Sorting through mounds of information, researchers have found that terrorist incidents -- even when you exclude September 11 -- have become more lethal in recent years, Ellis adds.
Besides such singular insights, Ellis says the historical data offers valuable perspective.
"It lets you see how little impact terrorism has ... how so many terrorist groups fade away. The vast majority of terrorism is domestic, small-scale and not necessarily life-changing or nation changing."
Constant reminders of terror
So far, journalists, emergency responders, students and teachers, along with government intelligence analysts, have used the Web site, according to Ellis.
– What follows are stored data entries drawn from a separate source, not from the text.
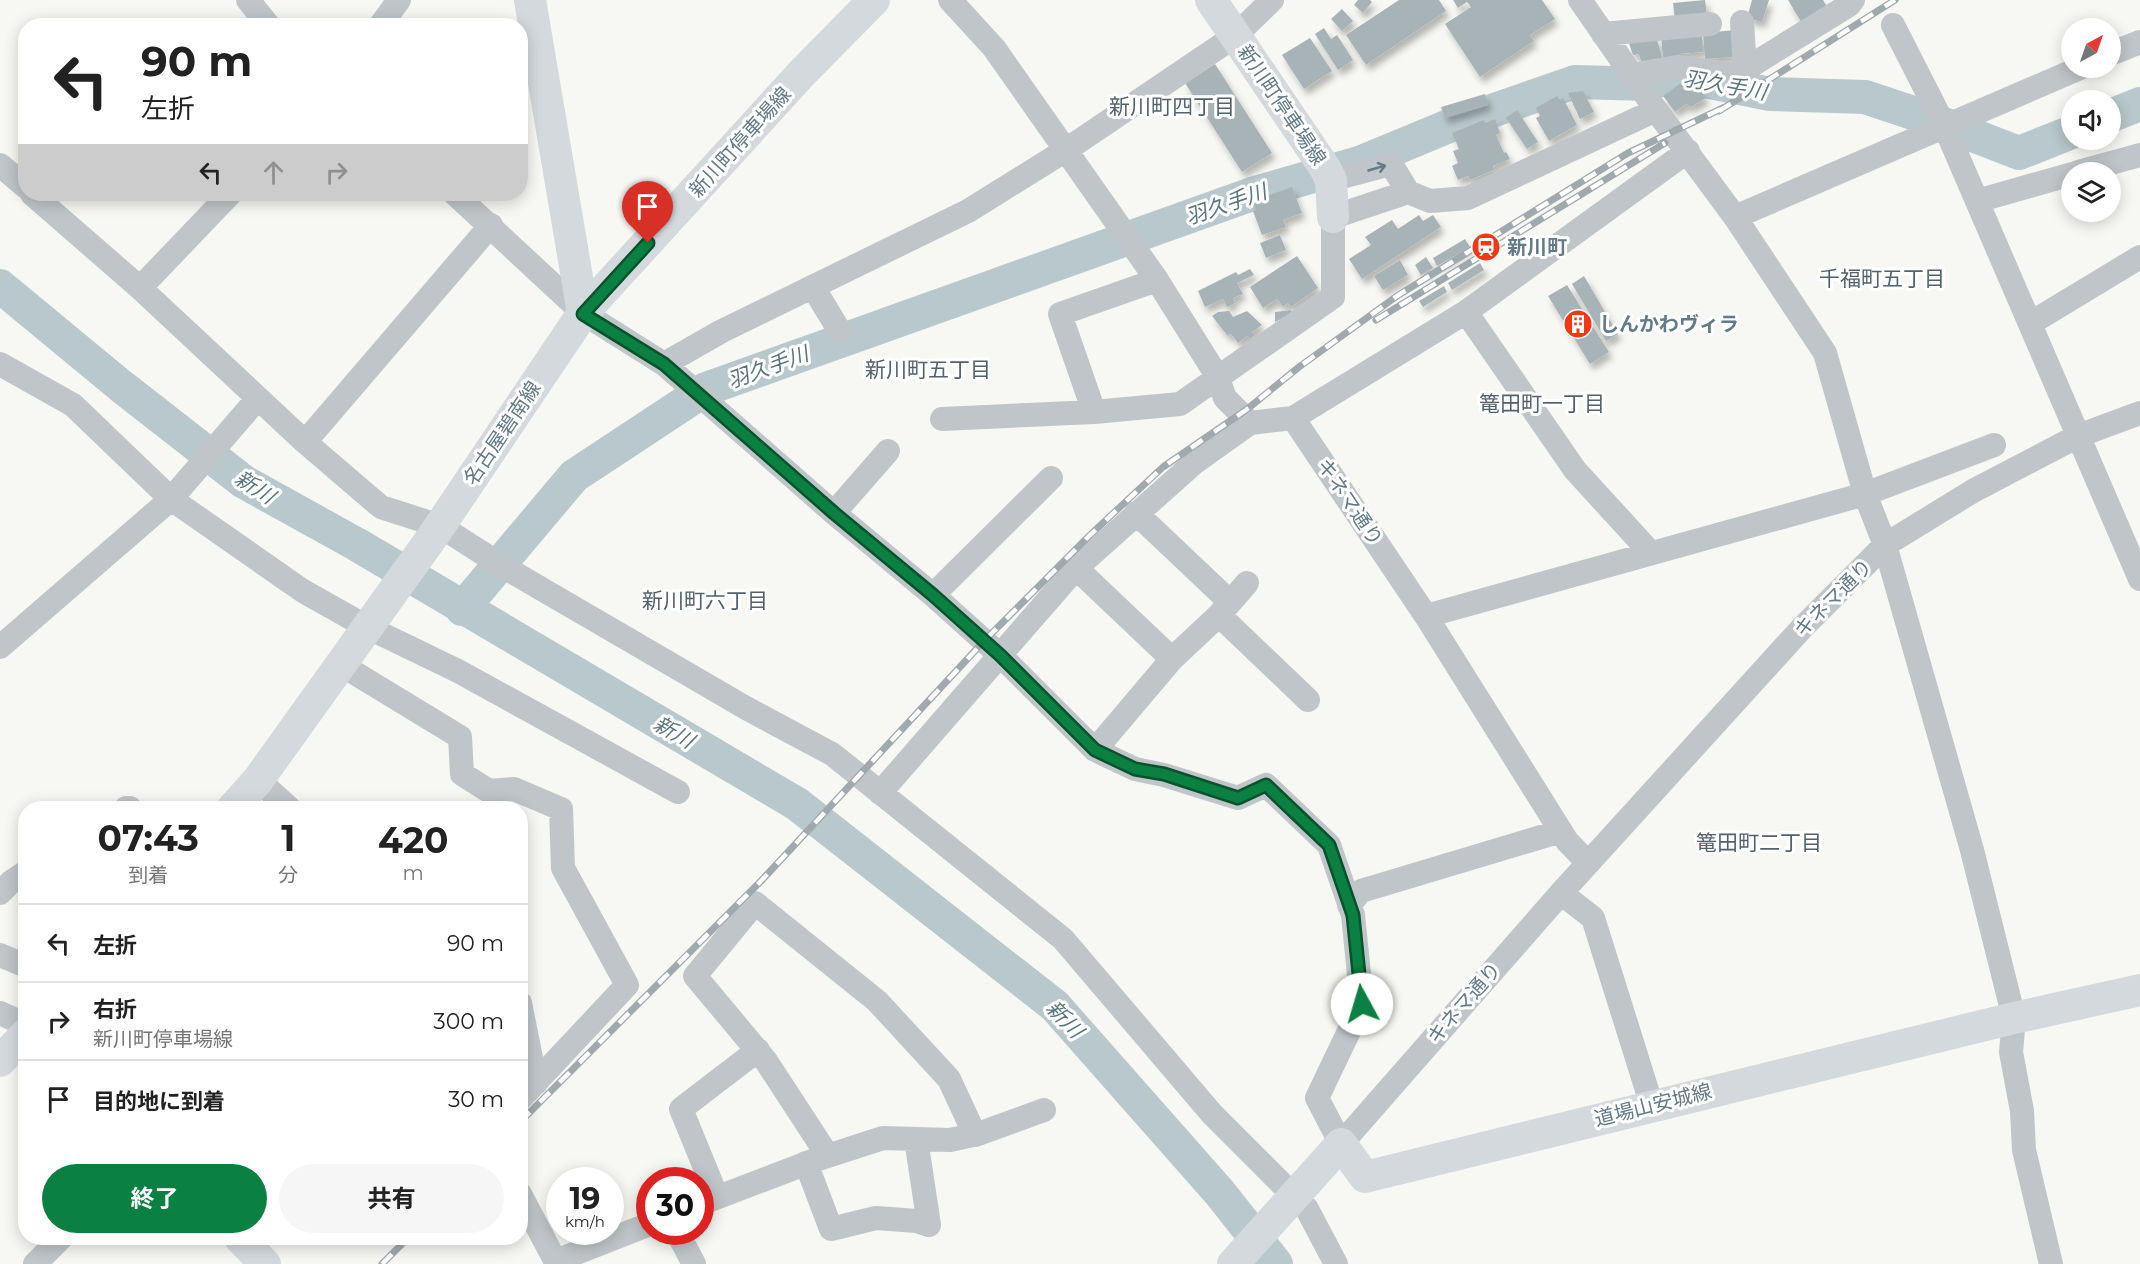 <!DOCTYPE html>
<html lang="ja">
<meta charset="utf-8">
<style>
:root{--surface:#fff;--page:#f6f6f6;--text:#222;--muted:#767676;--line:#e0e0e0;--accent:#0b8043}
body{margin:0;font-family:Montserrat,"Noto Sans JP",sans-serif;background:var(--page);color:var(--text);height:100vh;display:flex;flex-direction:column;font-size:22px;white-space:nowrap}
*{box-sizing:border-box;margin:0}
p{font-size:20px;color:var(--muted)}
.icon{flex:none;width:33px;height:33px;fill:none;stroke:currentColor;stroke-width:2;stroke-linecap:round;stroke-linejoin:round}
.map{position:relative;flex:1;overflow:hidden}
.drawer{position:absolute;left:18px;top:801px;width:510px;height:444px;display:flex;flex-direction:column;background:var(--surface);border-radius:24px;box-shadow:0 3px 15px #0003}
.drawer>*{flex:none}
.hud{position:absolute;left:18px;top:18px;width:510px;height:183px;border-radius:24px;box-shadow:0 3px 15px #0003;background:#fff;color:var(--text);overflow:hidden}
.needle{width:39px;rotate:40deg}
.fabs{position:absolute;left:2061px;top:18px;display:grid;gap:12px}
.fabs a{display:grid;place-items:center;width:60px;height:60px;border-radius:50%;background:var(--surface);box-shadow:0 3px 15px #0003;font-size:30px}
.speed{position:absolute;left:546px;top:1167px;display:flex;gap:12px;font-size:30px;font-weight:700;text-align:center}
.speed>*{display:grid;place-content:center;width:78px;height:78px;border-radius:50%;background:var(--surface);box-shadow:0 3px 15px #0003;line-height:1}
.speed small{font-size:15px;font-weight:400}
.speed .limit{border:9px solid #d22;background:#fff;color:#111}
.pin{position:absolute;display:grid;place-items:center;width:51px;height:51px;color:#fff;margin:-62px -26px;border-radius:50% 50% 50% 0;rotate:-45deg;box-shadow:0 0 6px #0007}
.pin .icon{rotate:45deg}
.me{position:absolute;width:66px;margin:-33px;rotate:354deg;stroke-linejoin:round;filter:drop-shadow(0 0 4px #0008)}
.turn{display:flex;align-items:center;gap:21px;height:126px;padding:0 24px;font-size:27px}
.turn .icon{width:78px;height:78px;stroke-width:2.5}
.turn b{display:block;font-size:42px;line-height:51px}
.lanes{display:flex;align-items:center;height:57px;padding:0 24px;background:#0003;justify-content:center;gap:30px;direction:ltr}
.lanes .off{opacity:.35}
.eta{display:flex;justify-content:space-evenly;align-items:center;height:102px;text-align:center}
.eta b{font-size:36px;font-weight:700;line-height:42px}
.action{display:flex;gap:12px;margin-top:auto;padding:12px 24px}
.action a{flex:1;height:69px;border-radius:36px;background:var(--accent);color:#fff;font-size:24px;font-weight:700;line-height:69px;text-align:center}
.action a+a{background:var(--page);color:var(--text)}
ul{padding:0;list-style:none}
li{display:flex;align-items:center;gap:18px;height:78px;padding:0 24px;border-top:2px solid var(--line)}
li div{flex:1}
li b{display:block;font-size:22px}
li em{font-style:normal}
.map>svg:first-child{display:block}
.lines{fill:none;stroke-linecap:round;stroke-linejoin:round}
.river{stroke:#b9c8cc;stroke-width:34}
.building{fill:#a8b3b8;filter:url(#shadow)}
.minor{stroke:#bfc5c8;stroke-width:24}
.major{stroke:#d4d9dd;stroke-width:32}
.rail-casing{stroke:#a0a9ae;stroke-width:7}
.rail{stroke:#fff;stroke-width:4.5;stroke-dasharray:14;stroke-linecap:butt}
.oneway{stroke:#637a87}
.route-casing{stroke:#07532c;stroke-width:15}
.route{stroke:#0b8043;stroke-width:10}
.labels{text-anchor:middle;dominant-baseline:central;stroke-width:6;stroke-linejoin:round;paint-order:stroke}
.street-label{font-size:20px;fill:#637a87;stroke:#fff}
.poi-label{font-size:20px;font-weight:bold;fill:#637a87;stroke:#fff;text-anchor:start}
.water-label{font-size:21px;font-style:italic;fill:#5a767c;stroke:#fff}
.neighbourhood-label{font-size:21px;fill:#52626c;stroke:#fff}
</style>
<div class="map">
<svg width="2140" height="1264" viewBox="0 0 2140 1264">
<defs>
<filter id="shadow"><feDropShadow dx="3.5" dy="6" stdDeviation="3" flood-color="#0004"/></filter>
</defs>
<rect width="100%" height="100%" fill="#f7f7f3"/>
<g class="lines">
<path class="river" d="M 2110,116 L 2140,104
M 0,286 L 121,386 L 244,482 L 356,544 L 797,804 L 1055,1006 L 1220,1193 L 1276,1264
M 462,609 L 574,476 L 706,389 L 1255,193 L 1362,162 L 1449,126 L 1575,82 L 1648,84 L 1675,75 L 1770,94 L 1865,97 L 1931,119 L 2019,153 L 2072,132"/>
</g>
<path class="building" d="M 1358,0 L 1370,0 L 1372,2 L 1363,13 L 1354,5 Z
M 1399,0 L 1439,0 L 1446,11 L 1366,65 L 1346,35 Z
M 1453,0 L 1542,0 L 1555,19 L 1530,35 L 1534,41 L 1480,77 L 1445,24 L 1471,7 L 1467,2 L 1458,8 Z
M 1705,0 L 1707,16 L 1675,20 L 1673,3 Z
M 1752,0 L 1769,0 L 1762,22 L 1747,18 Z
M 1788,0 L 1823,0 L 1829,10 L 1803,25 Z
M 1342,9 L 1353,21 L 1342,31 L 1331,19 Z
M 1324,28 L 1331,39 L 1337,35 L 1353,60 L 1338,70 L 1315,34 Z
M 1736,30 L 1733,57 L 1705,59 L 1703,33 Z
M 1702,32 L 1703,52 L 1678,54 L 1679,57 L 1663,58 L 1661,36 Z
M 1656,36 L 1663,60 L 1642,65 L 1639,54 L 1633,55 L 1629,43 Z
M 1310,38 L 1332,71 L 1304,89 L 1282,55 Z
M 1215,64 L 1272,153 L 1242,172 L 1185,83 Z
M 1681,83 L 1696,85 L 1706,98 L 1691,107 L 1686,104 L 1675,112 L 1663,96 Z
M 1583,91 L 1594,112 L 1580,119 L 1568,93 Z
M 1485,94 L 1488,105 L 1445,118 L 1441,107 Z
M 1557,96 L 1560,100 L 1563,98 L 1577,125 L 1549,141 L 1536,118 L 1540,116 L 1536,108 Z
M 1517,110 L 1538,142 L 1527,149 L 1506,118 Z
M 1495,119 L 1500,133 L 1496,135 L 1504,153 L 1506,152 L 1510,159 L 1493,166 L 1494,170 L 1470,180 L 1468,176 L 1458,180 L 1452,166 L 1458,163 L 1453,151 L 1459,149 L 1452,133 L 1484,120 L 1485,123 Z
M 1292,187 L 1302,213 L 1283,220 L 1286,227 L 1262,235 L 1253,211 L 1256,210 L 1253,201 Z
M 1419,215 L 1423,221 L 1433,215 L 1441,227 L 1362,279 L 1349,259 L 1371,245 L 1365,237 L 1392,220 L 1398,229 Z
M 1280,235 L 1286,250 L 1266,258 L 1260,243 Z
M 1465,239 L 1470,247 L 1437,266 L 1433,258 Z
M 1297,256 L 1318,288 L 1291,307 L 1288,303 L 1283,307 L 1277,299 L 1263,308 L 1250,287 Z
M 1426,257 L 1433,268 L 1421,275 L 1415,265 Z
M 1400,260 L 1408,275 L 1383,290 L 1374,276 Z
M 1480,263 L 1484,270 L 1452,290 L 1448,283 Z
M 1250,269 L 1254,275 L 1237,283 L 1243,294 L 1233,298 L 1235,303 L 1227,307 L 1223,299 L 1205,307 L 1198,291 L 1236,272 L 1238,275 Z
M 1584,276 L 1618,334 L 1606,341 L 1572,284 Z
M 1567,285 L 1609,352 L 1590,364 L 1548,296 Z
M 1444,286 L 1447,292 L 1423,307 L 1419,301 Z
M 1291,310 L 1292,313 L 1275,322 L 1275,312 Z
M 1229,311 L 1233,317 L 1247,311 L 1262,325 L 1252,332 L 1255,335 L 1250,339 L 1247,336 L 1238,343 L 1231,334 L 1227,335 L 1212,316 L 1218,312 Z"/>
<g class="lines">
<path class="minor" d="M 248,0 L 269,26
M 950,0 L 994,48 L 1157,280 L 1217,376 L 1225,398 L 1250,423 L 1293,418 L 1466,312 L 1688,151
M 1580,0 L 1656,110 L 1735,217 L 1825,353 L 1865,494 L 1885,545 L 1972,850 L 2014,1018 L 2011,1052 L 2022,1111 L 2024,1150 L 2051,1264
M 1742,22 L 1745,70
M 1893,25 L 1945,127 L 2140,579
M 380,26 L 399,0
M 1603,34 L 1710,24
M 2110,54 L 2140,42
M 1632,75 L 1677,67 L 1736,75 L 1849,5 L 1853,0
M 0,165 L 26,187
M 2078,172 L 2140,155
M 1331,180 L 1391,164 L 1408,192 L 1430,201 L 1468,198 L 1656,110
M 32,194 L 140,288 L 305,442 L 381,507 L 440,526 L 504,567 L 746,708 L 832,754 L 1063,939 L 1212,1114 L 1307,1209 L 1336,1264
M 455,194 L 583,313 L 664,364 L 834,513 L 933,595 L 1001,656 L 1095,750 L 1135,769 L 1164,775 L 1238,798 L 1266,785 L 1329,845 L 1353,915 L 1362,1004 L 1317,1098 L 1341,1144 L 1561,893 L 1802,628 L 1885,545 L 1973,491 L 2078,436 L 2140,413
M 1977,201 L 2072,174
M 1735,217 L 2080,68
M 813,287 L 839,330
M 140,288 L 230,194
M 1466,312 L 1575,470 L 1650,552
M 2031,323 L 2140,257
M 0,364 L 73,405 L 171,499 L 303,591 L 367,627 L 458,671 L 678,792
M 664,364 L 722,331 L 968,211 L 1066,150 L 1235,36 L 1272,0
M 1094,412 L 1060,314 L 1157,280
M 1293,418 L 1426,616 L 1567,841 L 1588,863
M 942,419 L 1094,412 L 1180,404 L 1333,297 L 1333,217 L 1408,192
M 305,442 L 491,225
M 834,513 L 888,451
M 1136,513 L 1230,602
M 1076,568 L 1172,659
M 933,595 L 1051,478
M 1219,615 L 1308,700
M 1426,616 L 1865,494 L 1994,445
M 0,647 L 171,499 L 258,398
M 340,664 L 460,737 L 462,774 L 489,791 L 514,789 L 561,809 L 563,868 L 627,985 L 520,1099
M 1095,750 L 1172,659 L 1219,615 L 1247,583
M 258,780 L 289,808
M 880,793 L 1076,568 L 1194,463 L 1250,423
M 126,808 L 130,808
M 0,893 L 11,882 L 26,872
M 1561,893 L 1593,918 L 1652,1106
M 1349,905 L 1361,891 L 1561,831
M 0,955 L 26,966
M 520,1003 L 536,1083
M 0,1013 L 26,1025
M 828,1156 L 766,1061 L 695,976 L 755,903 L 877,1001 L 949,1079 L 975,1135
M 806,1163 L 831,1229 L 876,1218 L 917,1221 L 929,1225 L 916,1139
M 520,1194 L 557,1264
M 717,1197 L 681,1109 L 758,1050
M 700,1204 L 815,1160 L 883,1138 L 950,1140 L 978,1134 L 1044,1110
M 677,1232 L 694,1264
M 556,1261 L 650,1224
M 35,1264 L 61,1238"/>
<path class="major" d="M 1211,0 L 1325,168 L 1331,180 L 1333,217
M 583,313 L 802,73 L 874,0
M 233,808 L 258,780 L 433,536 L 583,313 L 530,0
M 0,1061 L 26,1034
M 240,1238 L 265,1264
M 1233,1264 L 1341,1144 L 1365,1177 L 2014,1018 L 2140,990"/>
<g class="rail-casing">
<path id="rail" d="M 1719,111 L 1895,0
M 1376,320 L 1665,143
M 520,1122 L 761,881 L 985,640 L 1090,535 L 1163,467 L 1246,410 L 1299,367 L 1397,296 L 1628,153 L 1725,107
M 382,1264 L 408,1238"/>
</g>
<use href="#rail" class="rail"/>
</g>
<defs><path id="oneway-shaft" d="M-6 0H5M1.5-3L5.5 0L1.5 3" fill="none" stroke-width="1.6" stroke-linecap="round" stroke-linejoin="round" transform="scale(1.5)"/></defs>
<use class="oneway" href="#oneway-shaft" transform="translate(1377 168) rotate(-16)"/>
<g class="lines">
<g class="route-casing">
<path id="route" d="M 648,243 L 583,314 L 664,364 L 834,513 L 933,595 L 1001,656 L 1095,750 L 1135,769 L 1164,774 L 1238,798 L 1266,785 L 1329,845 L 1353,915 L 1362,1004"/>
</g>
<use href="#route" class="route"/>
</g>
<defs>
<g id="station-disc" transform="scale(1.5)"><circle r="9.5" fill="#f43816" stroke="#fff"/><path d="M-3-6H3Q5-6 5-4V2Q5 4 3 4L4.5 6H3L1.5 4h-3L-3 6H-4.5L-3 4Q-5 4-5 2V-4Q-5-6-3-6ZM-3.5-4v3h7v-3ZM-3.5 1v1.5H-2V1ZM2 1v1.5H3.5V1Z" fill="#fff"/></g>
<g id="building-disc" transform="scale(1.5)"><circle r="9.5" fill="#f43816" stroke="#fff"/><path d="M-4-6H4V6H1V3H-1V6H-4ZM-2.5-4.3h1.7v1.8h-1.7ZM.8-4.3h1.7v1.8H.8ZM-2.5-1h1.7V.8h-1.7ZM.8-1h1.7V.8H.8Z" fill="#fff"/></g>
</defs>
<g fill-rule="evenodd">
<use href="#station-disc" x="1486" y="247"/>
<use href="#building-disc" x="1578" y="324"/>
</g>
<g class="labels">
<g class="street-label">
<text transform="translate(1282 105) rotate(56)">新川町停車場線</text>
<text transform="translate(740 142) rotate(-48)">新川町停車場線</text>
<text transform="translate(502 433) rotate(-56)">名古屋碧南線</text>
<text transform="translate(1350 502) rotate(56)">キネマ通り</text>
<text transform="translate(1833 598) rotate(-45)">キネマ通り</text>
<text transform="translate(1464 1003) rotate(-49)">キネマ通り</text>
<text transform="translate(1653 1105) rotate(-14)">道場山安城線</text>
</g>
<g class="poi-label">
<text x="1507" y="247">新川町</text>
<text x="1599" y="324">しんかわヴィラ</text>
</g>
<g class="water-label">
<text transform="translate(1725 85) rotate(10)">羽久手川</text>
<text transform="translate(1226 204) rotate(-19)">羽久手川</text>
<text transform="translate(768 367) rotate(-20)">羽久手川</text>
<text transform="translate(255 487) rotate(33)">新川</text>
<text transform="translate(674 732) rotate(30)">新川</text>
<text transform="translate(1065 1019) rotate(46)">新川</text>
</g>
<g class="neighbourhood-label">
<text x="1172" y="106">新川町四丁目</text>
<text x="1882" y="278">千福町五丁目</text>
<text x="928" y="369">新川町五丁目</text>
<text x="1542" y="403">篭田町一丁目</text>
<text x="705" y="600">新川町六丁目</text>
<text x="1759" y="842">篭田町二丁目</text>
</g>
</g>
</svg>
<div class="fabs">
<a><svg class="needle" viewBox="-14 -14 28 28"><path d="M0-13l5 13h-10z" fill="#e53935"/><path d="M0 13l5-13h-10z" fill="#767676"/></svg></a>
<a><svg class="icon" aria-label="sound" viewBox="0 0 24 24"><path d="M4 9h4l5-4v14l-5-4H4zM17 9q2 3 0 6"/></svg></a>
<a><svg class="icon" aria-label="layers" viewBox="0 0 24 24"><path d="M12 4l9 5-9 5-9-5zM3 14l9 5 9-5"/></svg></a>
</div>
<div class="speed"><div>19<small>km/h</small></div><div class="limit">30</div></div>
<div class="pin" style="left:648px;top:243px;background:#d93025"><svg class="icon" aria-label="arrive" viewBox="0 0 24 24"><path d="M6 21V4h12l-3 4 3 4H6"/></svg></div>
<svg class="me" style="left:1362px;top:1004px" viewBox="-20 -20 40 40"><circle r="19" fill="#fff"/><path d="M0-13L10 11 0 6-10 11z" fill="#0b8043"/></svg>
<div class="hud">
<div class="turn"><svg class="icon" aria-label="left" viewBox="0 0 24 24"><path d="M17 20v-9H6M10 6l-5 5 5 5"/></svg><div><b>90 m</b>左折</div></div>
<div class="lanes"><svg class="icon" aria-label="left" viewBox="0 0 24 24"><path d="M17 20v-9H6M10 6l-5 5 5 5"/></svg><svg class="icon off" aria-label="ahead" viewBox="0 0 24 24"><path d="M12 20V5M6 11l6-6 6 6"/></svg><svg class="icon off" aria-label="right" viewBox="0 0 24 24"><path d="M7 20v-9h11M14 6l5 5-5 5"/></svg></div>
</div>
<section class="drawer">
<div class="eta">
<div><b>07:43</b><p>到着</p></div>
<div><b>1</b><p>分</p></div>
<div><b>420</b><p>m</p></div>
</div>
<ul>
<li><svg class="icon" aria-label="left" viewBox="0 0 24 24"><path d="M17 20v-9H6M10 6l-5 5 5 5"/></svg><div><b>左折</b></div><em>90 m</em></li>
<li><svg class="icon" aria-label="right" viewBox="0 0 24 24"><path d="M7 20v-9h11M14 6l5 5-5 5"/></svg><div><b>右折</b><p>新川町停車場線</p></div><em>300 m</em></li>
<li><svg class="icon" aria-label="arrive" viewBox="0 0 24 24"><path d="M6 21V4h12l-3 4 3 4H6"/></svg><div><b>目的地に到着</b></div><em>30 m</em></li>
</ul>
<div class="action"><a>終了</a><a>共有</a></div>
</section>
</div>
But besides gathering information, some users have relayed "tips through the system about certain groups and actions," says Ellis. While noting the MIPT isn't "in the law enforcement business," he says such data is passed along to authorities.
The system is open, with no tracking software on it, says Ellis. And nothing on the site would help any terrorist group.
This effort to educate others about terrorism is not just an online exercise. The shelves of MIPT's Oklahoma City library include hard copies of books and papers, thousands of them.
If the view from the window and museum downstairs weren't enough, one gets another stark reminder of terrorism's reality by glancing up at the reading's room vaulted ceiling.
What you see is an American flag constructed out of almost 4,000 hand-sewn squares of cloth.
Started by a woman named Elizabeth Barnes after the September 11, 2001, attacks, the squares feature the names of those victims, as well as other Americans killed in terrorist attacks since 1970. They include sailors slain in the 2000 USS Cole attack, Marines killed in the 1983 Beirut barracks bombing, and those who died in the first World Trade Center attack.
Ellis knows that other names, of some slain in Afghanistan and Iraq, should be added to the flag. Regardless, he hopes to keep their memories alive -- and prevent having to add even more names -- through the Terrorism Knowledge Base and other MIPT ventures.
"It is about not needing more flags," he says.